[Task brief] A word-for-word copy of the data is what's wanted, with no pictures.

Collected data
━━━━━━━━━━━━━━━━━━━━
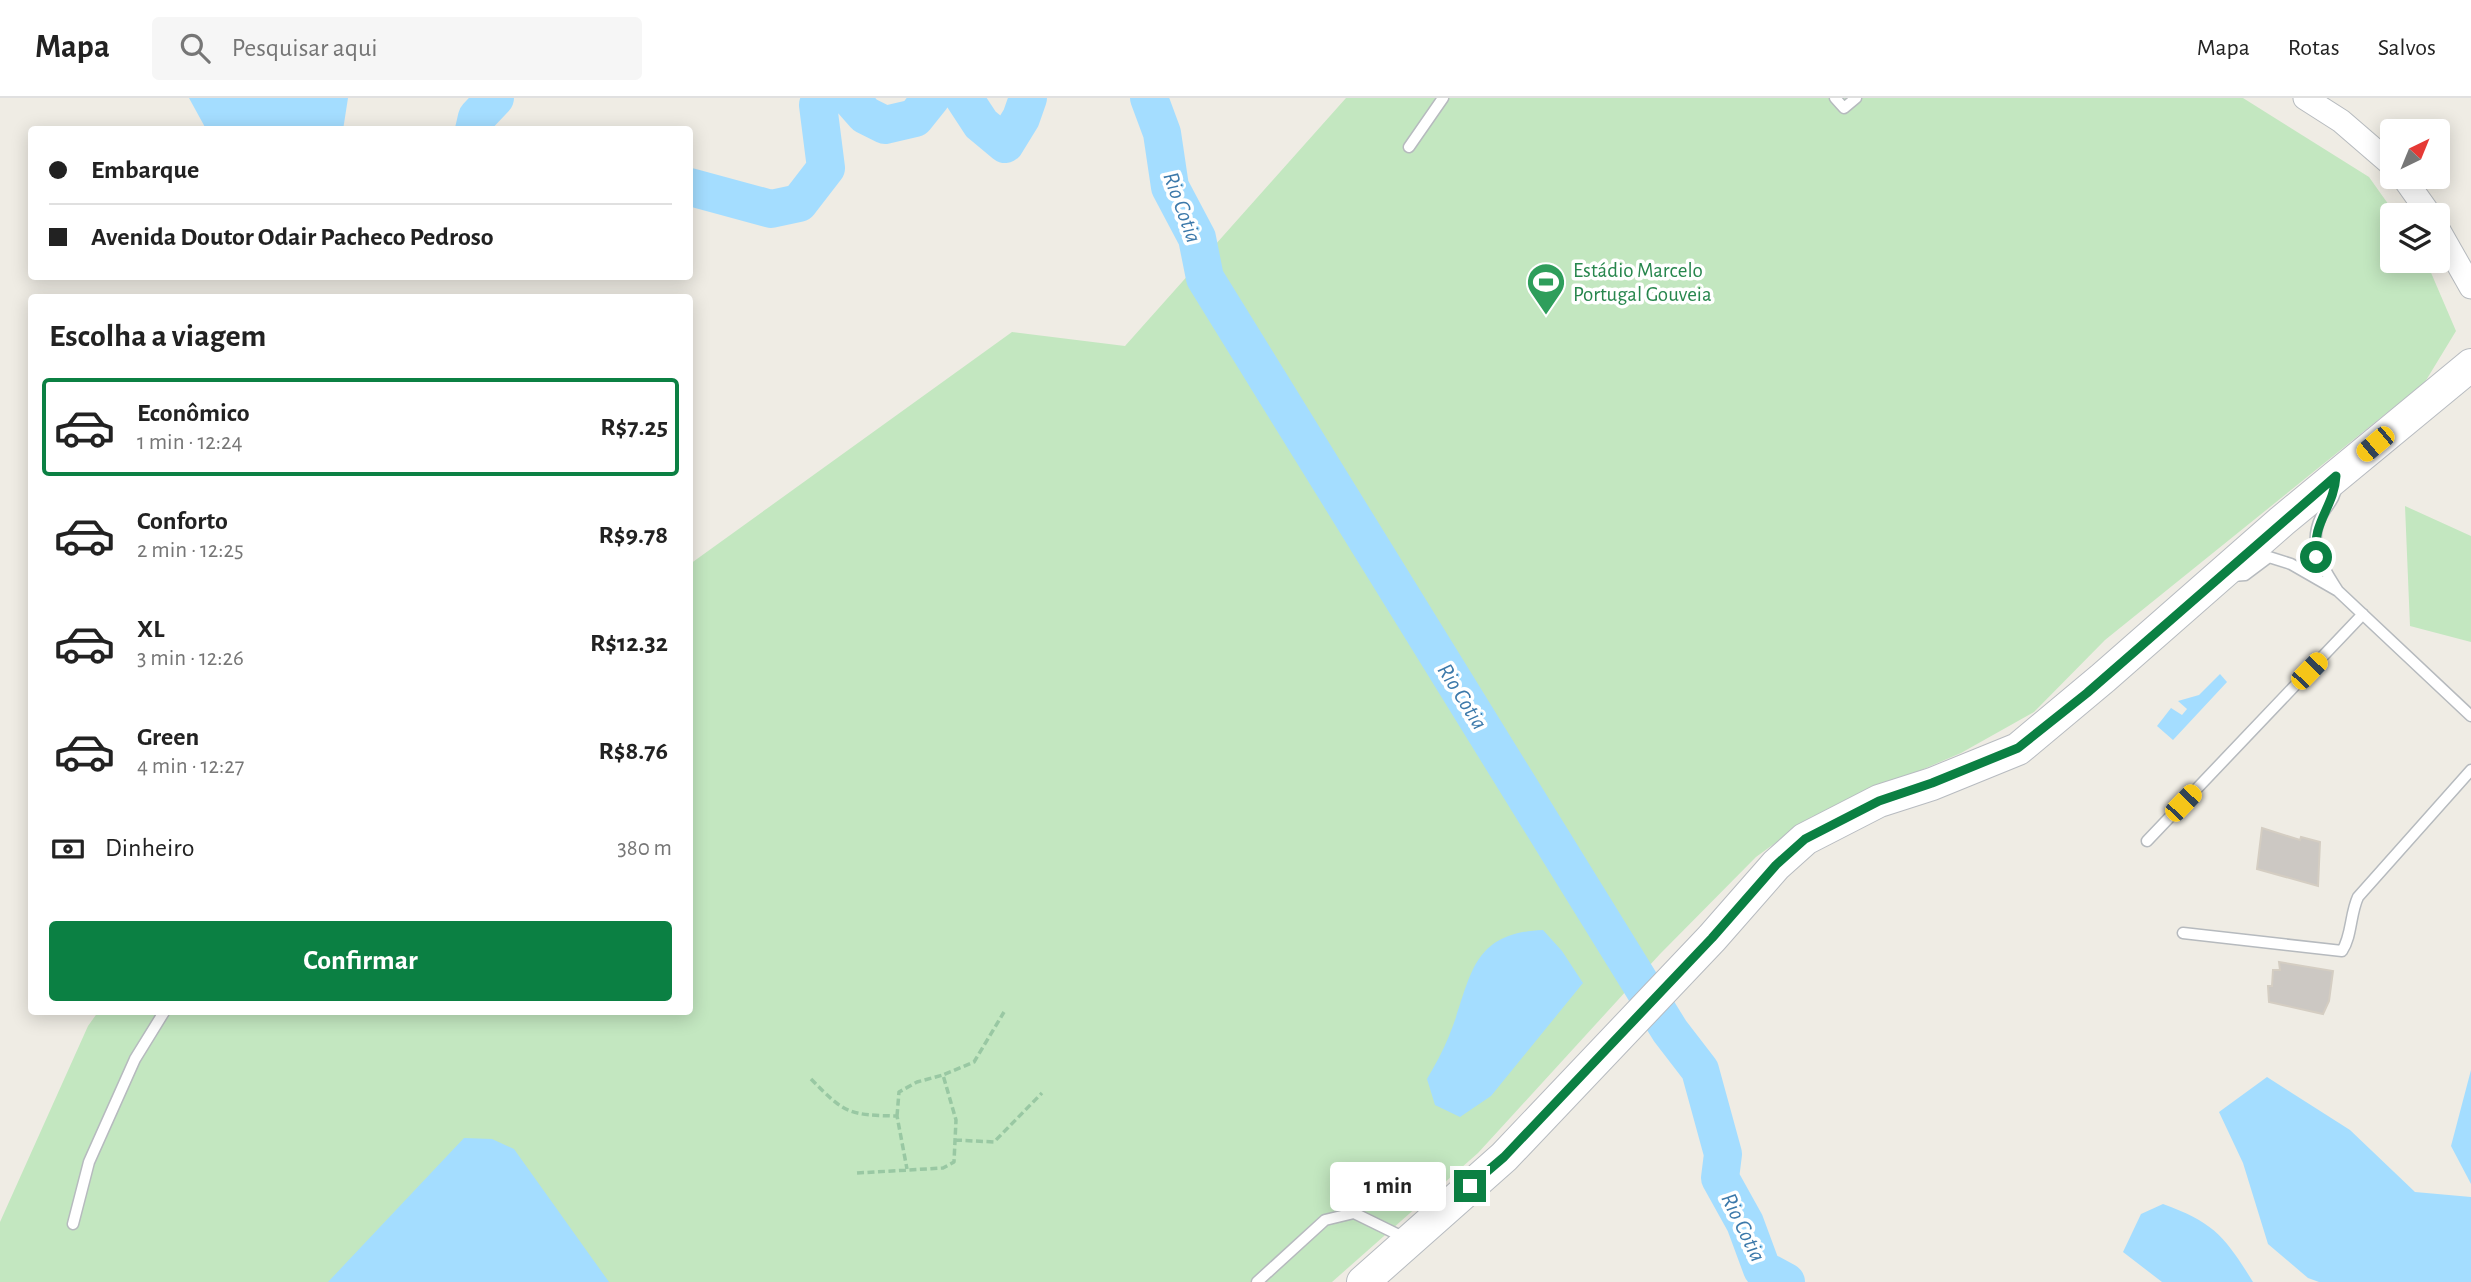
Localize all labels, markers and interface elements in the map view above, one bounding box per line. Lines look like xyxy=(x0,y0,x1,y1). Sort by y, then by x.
search box xyxy=(152,17,642,80)
icon: search xyxy=(176,29,214,67)
text: Mapa xyxy=(35,31,110,64)
text: Pesquisar aqui xyxy=(232,35,378,61)
text: Mapa xyxy=(2197,36,2250,60)
text: Rotas xyxy=(2288,36,2340,60)
text: Salvos xyxy=(2378,36,2436,60)
north arrow xyxy=(2380,119,2450,189)
map controls xyxy=(2380,119,2450,273)
text: Embarque xyxy=(91,157,199,183)
water label: Rio Cotia xyxy=(1158,169,1205,246)
button: layers xyxy=(2380,203,2450,273)
text: Avenida Doutor Odair Pacheco Pedroso xyxy=(91,224,494,250)
place label: Estádio Marcelo Portugal Gouveia xyxy=(1573,260,1712,305)
sports icon: Estádio Marcelo Portugal Gouveia xyxy=(1525,261,1567,316)
text: Escolha a viagem xyxy=(49,320,266,352)
icon: car xyxy=(53,396,116,459)
text: Econômico xyxy=(137,400,250,426)
text: R$7.25 xyxy=(600,414,668,440)
car xyxy=(2353,422,2398,466)
text: 1 min · 12:24 xyxy=(137,431,243,454)
icon: car xyxy=(53,504,116,567)
text: Conforto xyxy=(137,508,228,534)
text: R$9.78 xyxy=(598,522,668,548)
text: 2 min · 12:25 xyxy=(137,539,244,562)
route start xyxy=(2300,541,2332,573)
icon: car xyxy=(53,612,116,675)
text: XL xyxy=(137,616,164,642)
text: R$12.32 xyxy=(590,630,668,656)
text: 3 min · 12:26 xyxy=(137,647,244,670)
car xyxy=(2287,649,2332,693)
water label: Rio Cotia xyxy=(1433,660,1491,734)
icon: car xyxy=(53,720,116,783)
text: Green xyxy=(137,724,199,750)
text: R$8.76 xyxy=(598,738,668,764)
text: 4 min · 12:27 xyxy=(137,755,244,778)
car xyxy=(2161,781,2206,825)
icon: cash xyxy=(49,830,87,868)
text: Dinheiro xyxy=(105,835,194,861)
text: 380 m xyxy=(617,837,672,860)
button: Confirmar xyxy=(49,921,672,1001)
callout: 1 min xyxy=(1330,1162,1446,1210)
route end xyxy=(1454,1170,1486,1202)
text: 1 min xyxy=(1364,1175,1412,1198)
water label: Rio Cotia xyxy=(1716,1190,1769,1266)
━━━━━━━━━━━━━━━━━━━━
[Exercise result]
Localize all labels, markers and interface elements in the map view above, one bounding box per line. Lines look like xyxy=(x0,y0,x1,y1). Sort by y, then by x.
search box xyxy=(152,17,642,80)
icon: search xyxy=(176,29,214,67)
text: Mapa xyxy=(35,31,110,64)
text: Pesquisar aqui xyxy=(232,35,378,61)
text: Mapa xyxy=(2197,36,2250,60)
text: Rotas xyxy=(2288,36,2340,60)
text: Salvos xyxy=(2378,36,2436,60)
north arrow xyxy=(2380,119,2450,189)
map controls xyxy=(2380,119,2450,273)
text: Embarque xyxy=(91,157,199,183)
water label: Rio Cotia xyxy=(1158,169,1205,246)
button: layers xyxy=(2380,203,2450,273)
text: Avenida Doutor Odair Pacheco Pedroso xyxy=(91,224,494,250)
place label: Estádio Marcelo Portugal Gouveia xyxy=(1573,260,1712,305)
sports icon: Estádio Marcelo Portugal Gouveia xyxy=(1525,261,1567,316)
text: Escolha a viagem xyxy=(49,320,266,352)
icon: car xyxy=(53,396,116,459)
text: Econômico xyxy=(137,400,250,426)
text: R$7.25 xyxy=(600,414,668,440)
car xyxy=(2353,422,2398,466)
text: 1 min · 12:24 xyxy=(137,431,243,454)
icon: car xyxy=(53,504,116,567)
text: Conforto xyxy=(137,508,228,534)
text: R$9.78 xyxy=(598,522,668,548)
text: 2 min · 12:25 xyxy=(137,539,244,562)
route start xyxy=(2300,541,2332,573)
icon: car xyxy=(53,612,116,675)
text: XL xyxy=(137,616,164,642)
text: R$12.32 xyxy=(590,630,668,656)
text: 3 min · 12:26 xyxy=(137,647,244,670)
car xyxy=(2287,649,2332,693)
water label: Rio Cotia xyxy=(1433,660,1491,734)
icon: car xyxy=(53,720,116,783)
text: Green xyxy=(137,724,199,750)
text: R$8.76 xyxy=(598,738,668,764)
text: 4 min · 12:27 xyxy=(137,755,244,778)
car xyxy=(2161,781,2206,825)
icon: cash xyxy=(49,830,87,868)
text: Dinheiro xyxy=(105,835,194,861)
text: 380 m xyxy=(617,837,672,860)
button: Confirmar xyxy=(49,921,672,1001)
callout: 1 min xyxy=(1330,1162,1446,1210)
route end xyxy=(1454,1170,1486,1202)
text: 1 min xyxy=(1364,1175,1412,1198)
water label: Rio Cotia xyxy=(1716,1190,1769,1266)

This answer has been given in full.